Multivac

It collects data about workflow runs and workflow run jobs from GitHub Api

Requirements

Python 3
requests

API

fetch.py

SYNOPSIS

./multivac/fetch.py [OPTION] [owner/repo]

DESCRIPTION

multivac/fetch.py — download workflow runs GitHub API, workflow run jobs
GitHub API and logs. Result stored in `<owner>/<repo>/workflow_runs` and 
`<owner>/<repo>/workflow_run_jobs` directories in the root of the project.

OPTIONS

--branch __branch__

        Branch (all if omitted). To collect data about several branches, use
        this option several times.

--nologs

        Don't download logs

--nostop

        Continue till end or rate limit

--since __N__

        A workflow run list page to start from it. Default: 1

EXAMPLE

Collect all data about workflow runs and workflow run jobs till the end
of rate limit from repository `tarantool/multivac` branches `master` and
`sample-branch`, but don't collect logs:

$ ./multivac/fetch.py --branch `master` --branch `sample-branch` --nologs --nostop tarantool/multivac

last_seen.py

SYNOPSIS

./multivac/last_seen.py --branch __branch__ [OPTIONS]

DESCRIPTION

multivac/last_seen.py - generate common report from data collected by 
`multivac/fetch.py` and store it in `output` directory. By default, it
generates a report in CSV format. To start locally, set some value as
'LOG_STORAGE_BUCKET_URL' - uses as a value in result file.

OPTIONS

--branch branch

        Generate a report for a certain branch.

--format __[csv|html]__

        Generate a report in CSV format or in HTML format.

--short

        Coalesce 'runs-on' labels by a first word

--repo-path

        owner/repository
        Uses in `fetch.py` result files path, so `last_seen.py` needs it to
        find data for certain repo. Default: 'tarantool/tarantool'. You can
        set only one repo in one sckript start.

EXAMPLE

Generate a report in the HTML format for branches `master` and
`sample-branch` for repo 'tarantool/multivac':

$ ./multivac/last_seen.py --branch master --branch sample-branch --format html --repo-path tarantool/multivac

gather_data.py

SYNOPSIS

./multivac/gather_data.py [OPTIONS]

DESCRIPTION

Analyze logs and gather data about all finished jobs and tests which failed.
See the parameters it collects on the
[website](https://www.tarantool.io/en/dev/multivac/gather_data/).

OPTIONS

--tests, -t
        Collect data about test failures from test logs. Without this
        option the script will collect data only about workflows.

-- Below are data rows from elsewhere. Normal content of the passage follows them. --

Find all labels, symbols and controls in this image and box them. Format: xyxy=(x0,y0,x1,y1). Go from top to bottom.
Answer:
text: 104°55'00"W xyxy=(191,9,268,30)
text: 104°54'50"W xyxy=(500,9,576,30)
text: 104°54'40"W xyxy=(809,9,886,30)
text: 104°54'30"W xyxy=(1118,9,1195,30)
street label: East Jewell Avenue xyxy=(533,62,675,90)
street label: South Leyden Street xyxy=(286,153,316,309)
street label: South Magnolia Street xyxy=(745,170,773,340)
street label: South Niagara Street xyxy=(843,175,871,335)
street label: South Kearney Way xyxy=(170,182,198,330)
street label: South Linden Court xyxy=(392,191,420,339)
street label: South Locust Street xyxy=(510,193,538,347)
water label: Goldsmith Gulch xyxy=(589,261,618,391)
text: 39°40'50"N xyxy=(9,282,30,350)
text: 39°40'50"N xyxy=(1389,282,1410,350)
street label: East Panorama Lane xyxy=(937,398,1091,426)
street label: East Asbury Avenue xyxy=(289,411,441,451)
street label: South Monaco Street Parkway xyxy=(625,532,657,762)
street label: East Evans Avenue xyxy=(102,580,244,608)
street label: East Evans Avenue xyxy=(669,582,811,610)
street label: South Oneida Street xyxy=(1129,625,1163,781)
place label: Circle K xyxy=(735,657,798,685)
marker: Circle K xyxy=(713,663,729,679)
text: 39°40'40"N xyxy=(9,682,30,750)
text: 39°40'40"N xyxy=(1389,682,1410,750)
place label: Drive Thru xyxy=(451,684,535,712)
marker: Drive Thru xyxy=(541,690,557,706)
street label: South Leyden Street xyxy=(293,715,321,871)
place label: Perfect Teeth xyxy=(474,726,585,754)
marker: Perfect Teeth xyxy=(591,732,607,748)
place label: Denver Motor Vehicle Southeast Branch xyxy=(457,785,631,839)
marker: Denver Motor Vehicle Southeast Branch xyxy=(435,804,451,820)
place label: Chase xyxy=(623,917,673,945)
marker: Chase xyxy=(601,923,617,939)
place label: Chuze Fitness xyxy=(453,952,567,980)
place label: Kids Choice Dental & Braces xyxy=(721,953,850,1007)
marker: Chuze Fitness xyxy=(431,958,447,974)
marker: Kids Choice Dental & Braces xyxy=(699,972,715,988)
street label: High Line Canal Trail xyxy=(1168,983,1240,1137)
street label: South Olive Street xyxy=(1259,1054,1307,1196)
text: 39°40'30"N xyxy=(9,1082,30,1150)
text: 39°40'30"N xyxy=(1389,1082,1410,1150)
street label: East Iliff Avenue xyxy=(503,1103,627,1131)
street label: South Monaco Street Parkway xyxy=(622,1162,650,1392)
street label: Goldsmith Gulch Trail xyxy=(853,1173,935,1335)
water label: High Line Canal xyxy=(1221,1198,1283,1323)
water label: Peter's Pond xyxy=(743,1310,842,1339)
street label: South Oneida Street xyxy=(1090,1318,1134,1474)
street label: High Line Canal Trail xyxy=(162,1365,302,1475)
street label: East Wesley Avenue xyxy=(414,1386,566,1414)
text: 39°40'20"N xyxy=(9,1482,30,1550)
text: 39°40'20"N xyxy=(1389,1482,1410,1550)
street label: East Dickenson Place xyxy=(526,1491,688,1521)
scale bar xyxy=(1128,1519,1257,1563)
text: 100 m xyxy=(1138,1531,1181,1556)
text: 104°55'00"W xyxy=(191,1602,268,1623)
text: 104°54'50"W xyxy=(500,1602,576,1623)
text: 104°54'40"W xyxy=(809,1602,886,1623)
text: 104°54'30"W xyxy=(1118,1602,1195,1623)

--format __[csv|json|infuxdb]__

        Store gathered data as `workflows.csv` or `workflows.json` file in
        `output` directory or store data in InfluxDB.

--failure-stats

        Show overall failure statistics.

--watch-failure __failure-type__

        Show detailed statistics about certain type of workflow failure. See
        list of known failure types with `--failure-stats` option.

--latest __N__

        Only take logs from the latest N workflow runs.

--since __N[d|h]__

        Only take logs for jobs started N days or hours ago: Nd for N days
        and Nh for N hours.

--repo-path

        repository (without owner)
        Uses in `fetch.py` result files path, so `gather_data.py` needs it
        to find data for certain repo. Default: 'tarantool/tarantool'.
        You can set only one repo in one sckript start.

EXAMPLE

Collect data about jobs and tests started a week ago or later in repo 
'tarantool/multivac' (so the fetched JSON and log files stored in the path
./tarantool/multivc), and put this data to InfluxDB:

$ ./multivac/gather_data.py -t --since 7d --format influxdb --repo-path tarantool/multivac

gather_test_data.py

SYNOPSIS

./multivac/gather_test_data.py [OPTIONS]

DESCRIPTION

Get data about every failed test in the completed jobs and group them by
job ID: test name, test configuration, test number (to unicalize data in
InfluxDB for correct statistic calculation).

OPTIONS

--format __[csv|infuxdb]__

        Store gathered data as `tests.json` file in `output` directory or
        store data in InfluxDB. For JSON format - will rewrite file if
        exists.
        JSON example: 

            "8301691934": [
            {
              "name": "box/tx_man.test.lua",
              "configuration": null,
              "test_number": 0
            },
            {
              "name": "replication/qsync_advanced.test.lua",
              "configuration": "vinyl",
              "test_number": 1
            },
            ]

        For InfluxDB, collects job name for tests to make graphics:
            {
            "measurement": test_name,
            "tags": {
                'job_id': job_id,
                'configuration': test['configuration'],
                'job_name': metadata['job_name'],
                'commit_sha': metadata['commit_sha'],
                'test_number': test['test_number']
            },
            "fields": {
                "value": 1
            },
            "time": metadata["started_at"]
            }

--since __N[d|h]__

        Only take logs for jobs started N days or hours ago: Nd for N days
        and Nh for N hours.

EXAMPLE

Collect data about jobs started a week ago and earlier and put them to the
InfluxDB:

$ ./multivac/gather_test_data.py --since 7d --format influxdb

How to use

Add a token on Personal access token GitHub page, give repo:public_repo access and copy the token to token.txt. All the scripts should be started from the root of the project.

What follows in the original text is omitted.